Cal/OSHA citations and any other signs the company acted with disregard for worker safety could be used as evidence the company acted with serious and willful misconduct, attorneys representing workers’ families said.

If accepted, a petition for benefits for serious and willful misconduct adds an additional 50% in penalties on top of workers' compensation benefits. Under state regulations, those added penalty amounts cannot be covered by insurance, meaning employers must pay out of pocket.

“It definitely would apply to the Foster Farms situation,” said Diane Worley, executive director of the California Applicants’ Attorneys Association. “A violation of a Cal/OSHA order is by definition a serious and willful claim.”

“I think, in general, employers are always going to try to fight those citations that they knowingly put workers in harm's way,” said Jennifer Scotto, the workers' compensation attorney.

Scotto filed a serious and willful misconduct claim on behalf of the family of a former Foster Farms employee who died from COVID-19. The claim alleges the company failed to provide face coverings to employees and that workers were not socially distanced, among other claims.

“They knew that these people were sick and there was no notification given to the other workers, so the workers were coming to work like a normal day, having no idea that they were being exposed to COVID,” Scotto said.

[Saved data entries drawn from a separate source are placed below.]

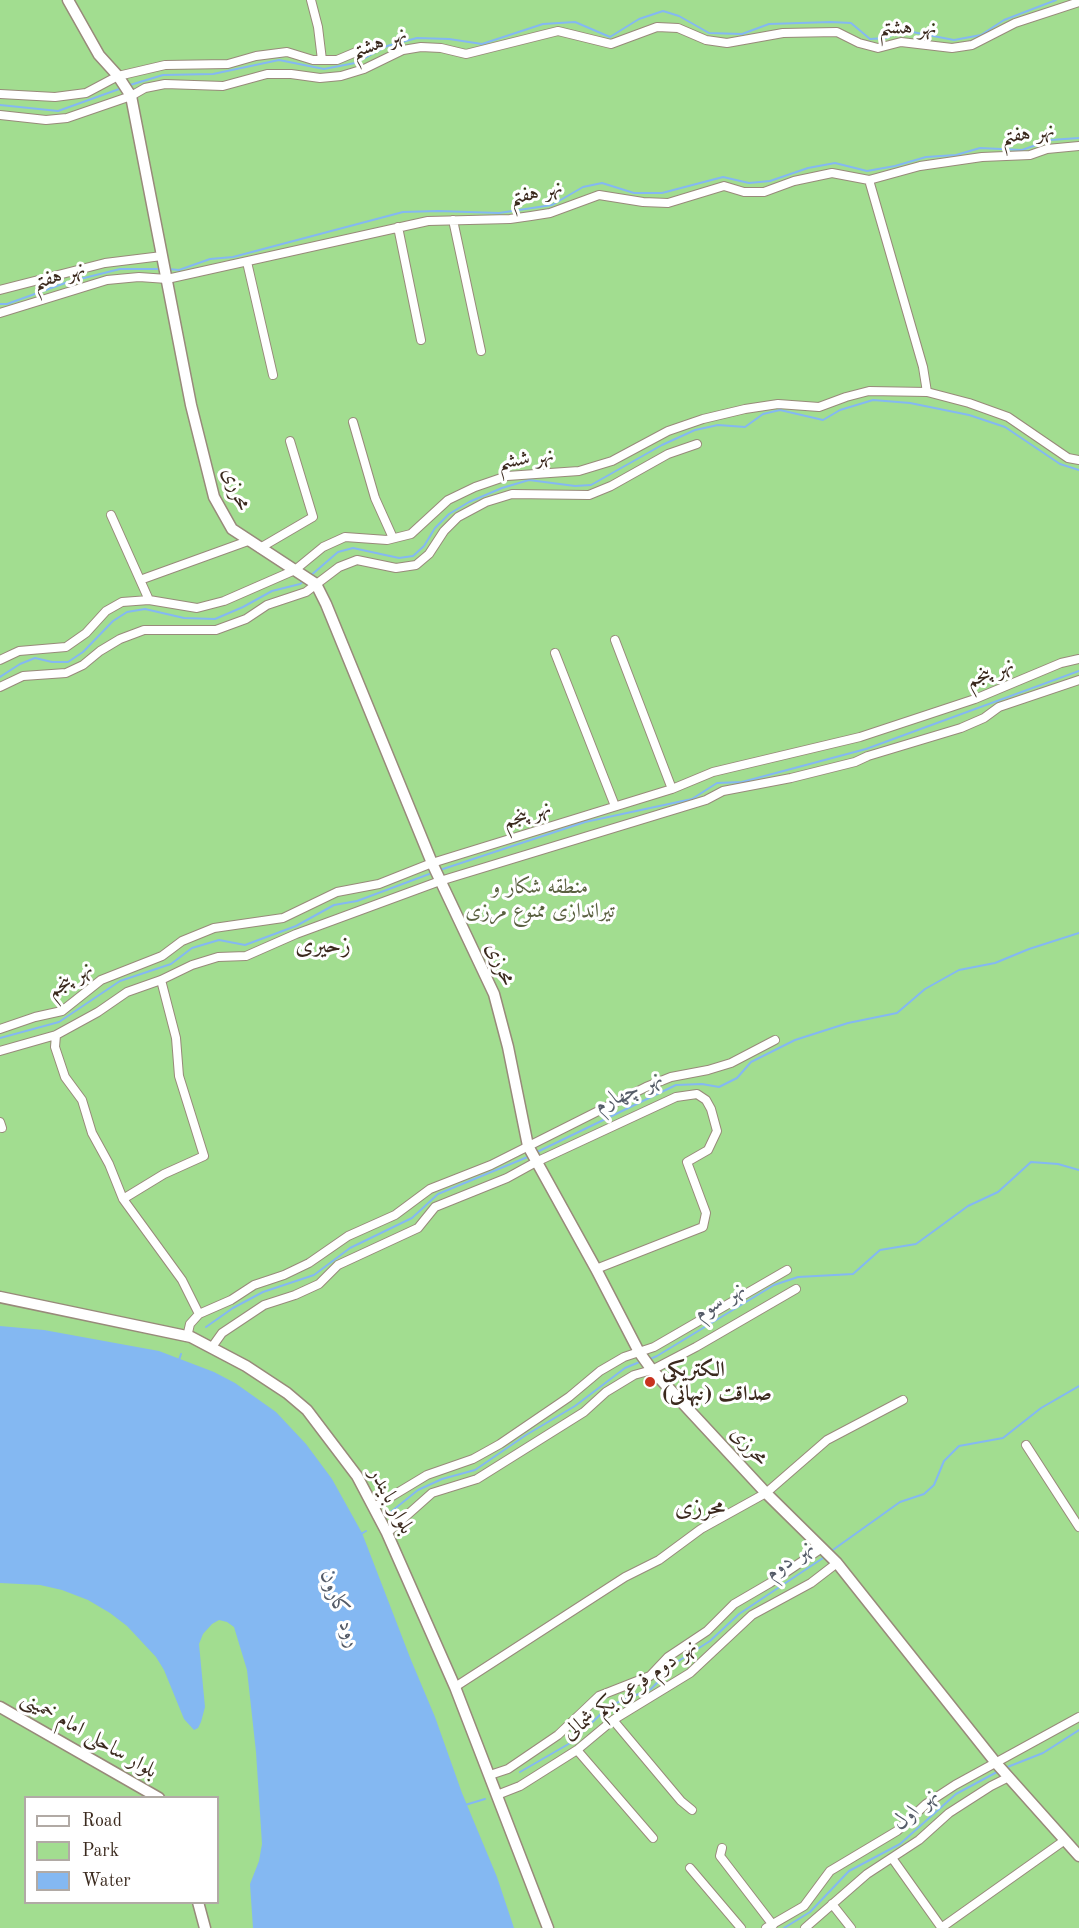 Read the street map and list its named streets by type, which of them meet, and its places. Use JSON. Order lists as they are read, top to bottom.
{
  "streets": {
    "street": [
      "نهر هشتم",
      "نهر هفتم",
      "نهر ششم",
      "محرزی",
      "نهر پنجم",
      "بلوار بایندر",
      "نهر دوم فرعی یکم شمالی",
      "بلوار ساحلی امام خمینی"
    ]
  },
  "crossings": [
    ["نهر هشتم", "محرزی"],
    ["نهر هفتم", "محرزی"],
    ["نهر ششم", "محرزی"],
    ["محرزی", "نهر پنجم"],
    ["محرزی", "نهر دوم فرعی یکم شمالی"],
    ["بلوار بایندر", "نهر دوم فرعی یکم شمالی"]
  ],
  "districts": ["زحیری", "محرزی"],
  "water": [
    "نهر چهارم",
    "نهر سوم",
    "نهر دوم",
    "رود کارون",
    "نهر اول"
  ],
  "parks": ["منطقه شکار و تیراندازی ممنوع مرزی"],
  "places": ["الکتریکی صداقت (نبهانی)"],
  "legend": ["Road", "Park", "Water"]
} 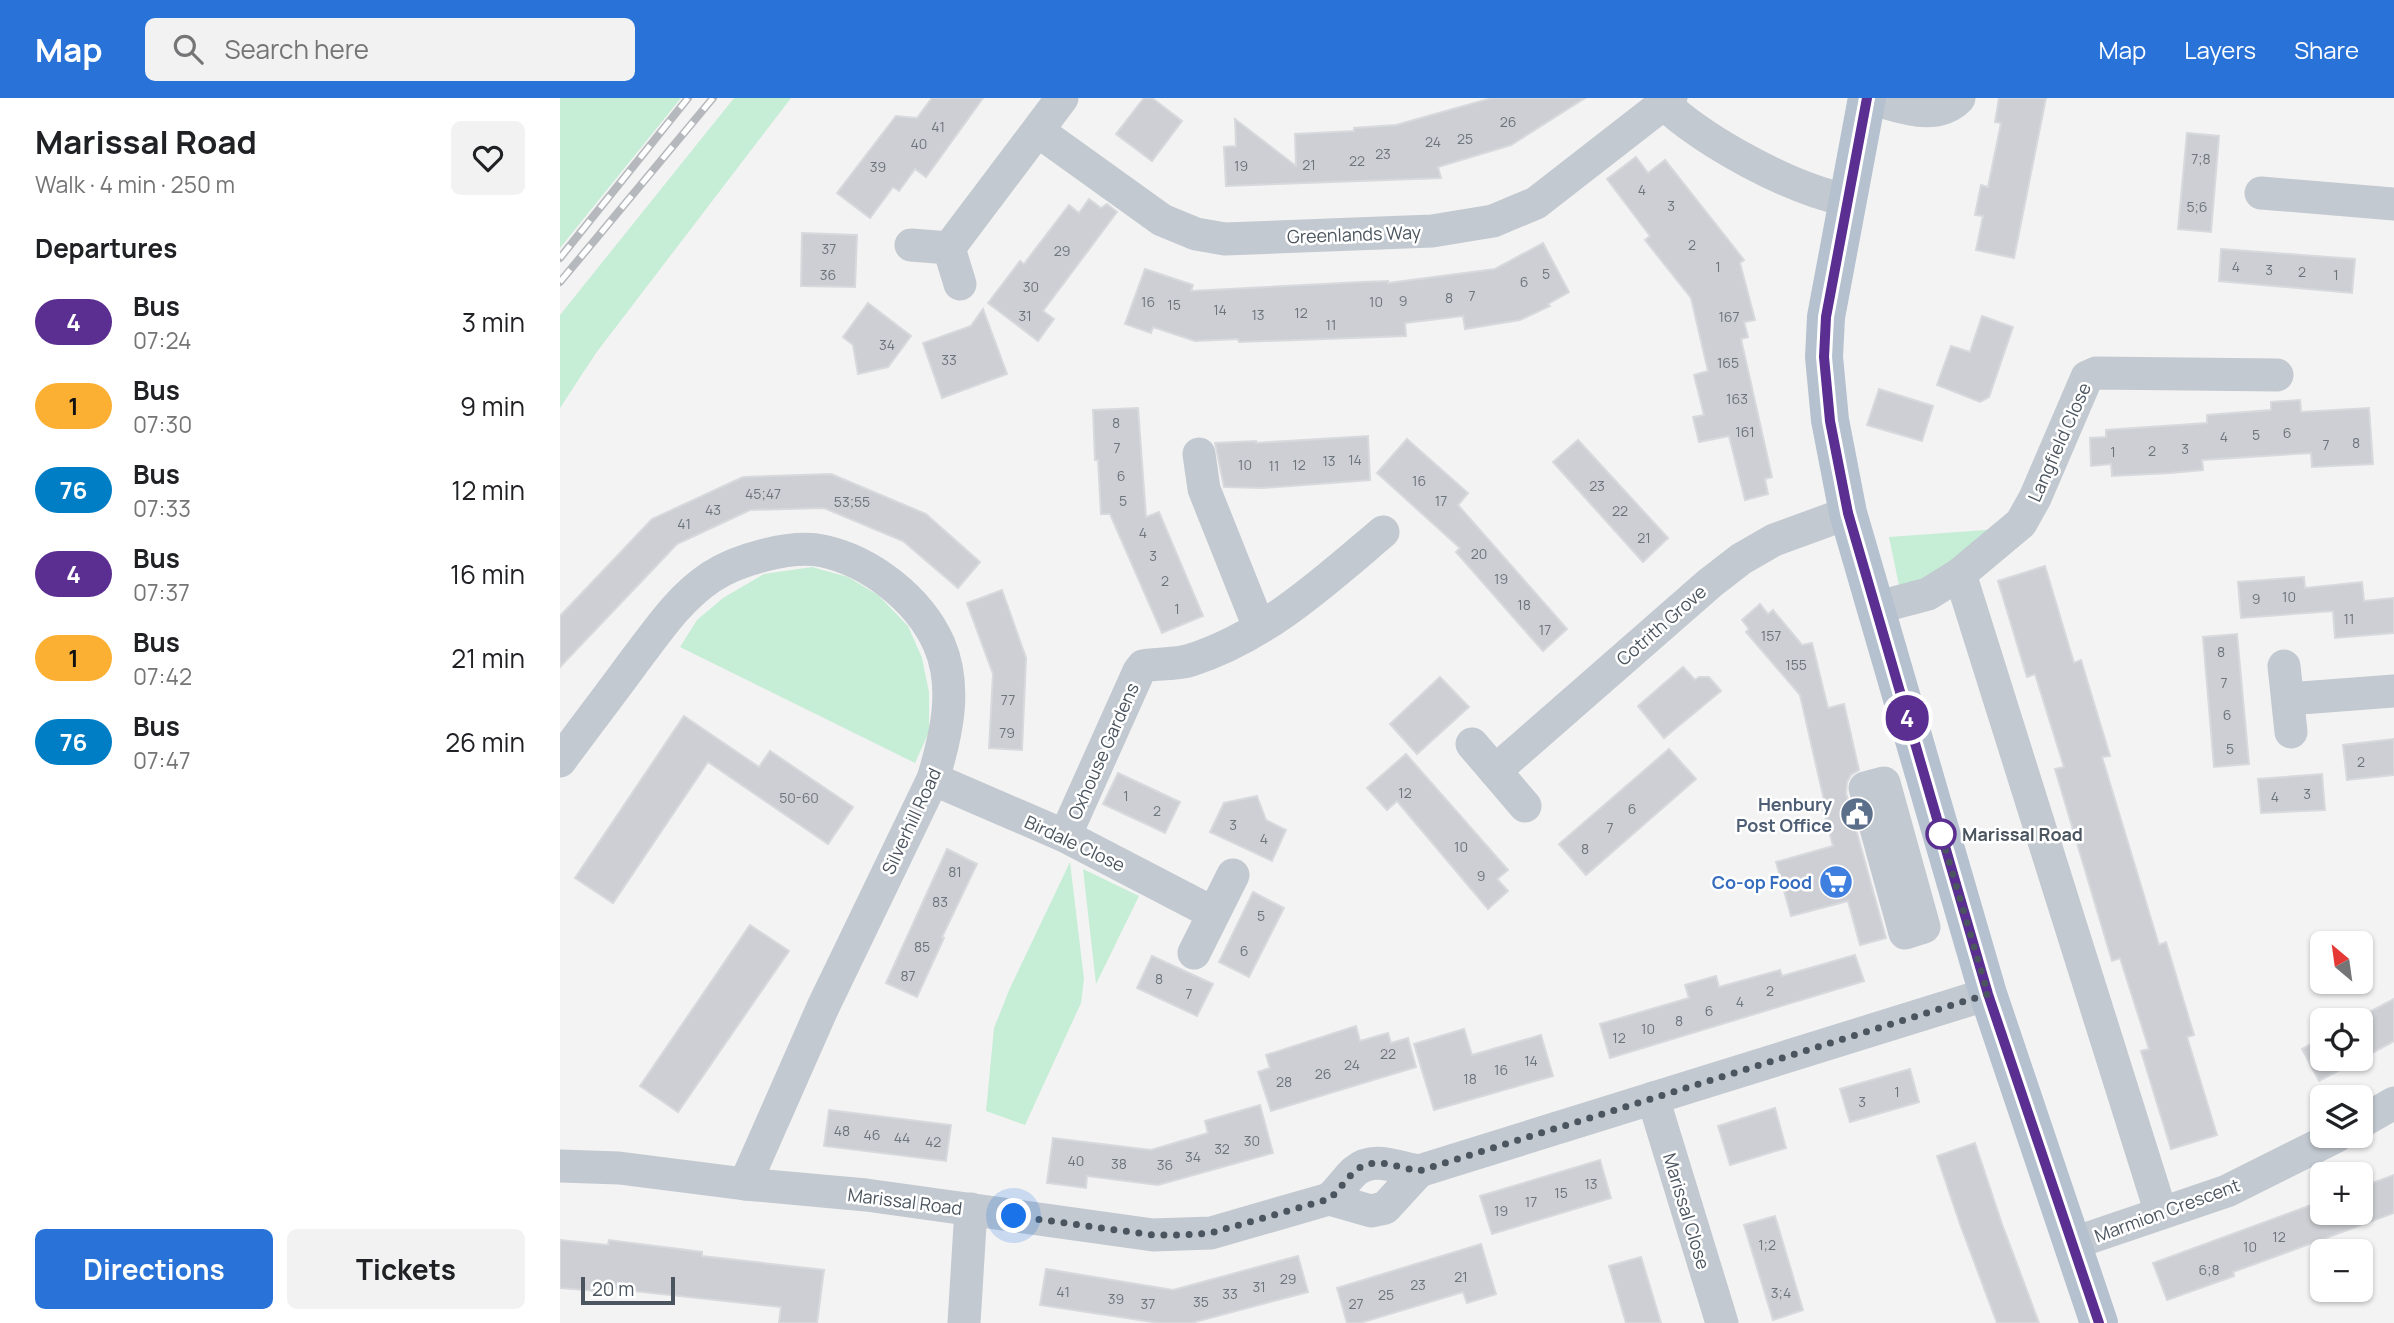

A woman holds a heavy crystal plaque encasing a circle and with writing etched on it, beyond a plate-glass window with white gauzy and heavier red curtains.
Alma Ruth Hernández Núñez holds a plaque from Foster Farms given to her husband, Eufracio Caballero, at her home in Sanger, Fresno County, on Aug. 11, 2021. (Beth LaBerge/KQED)

Hernández’s attorney, Ricardo Agustín Pérez, said he was also considering filing a serious and willful misconduct claim.

“If it’s true what our client’s family is telling us, that this employer knew that there were a lot of other people who got COVID around this time, then their responsibility would have been to take whatever measures necessary to make sure that the rest of their employees don’t contract COVID as well,” Pérez said.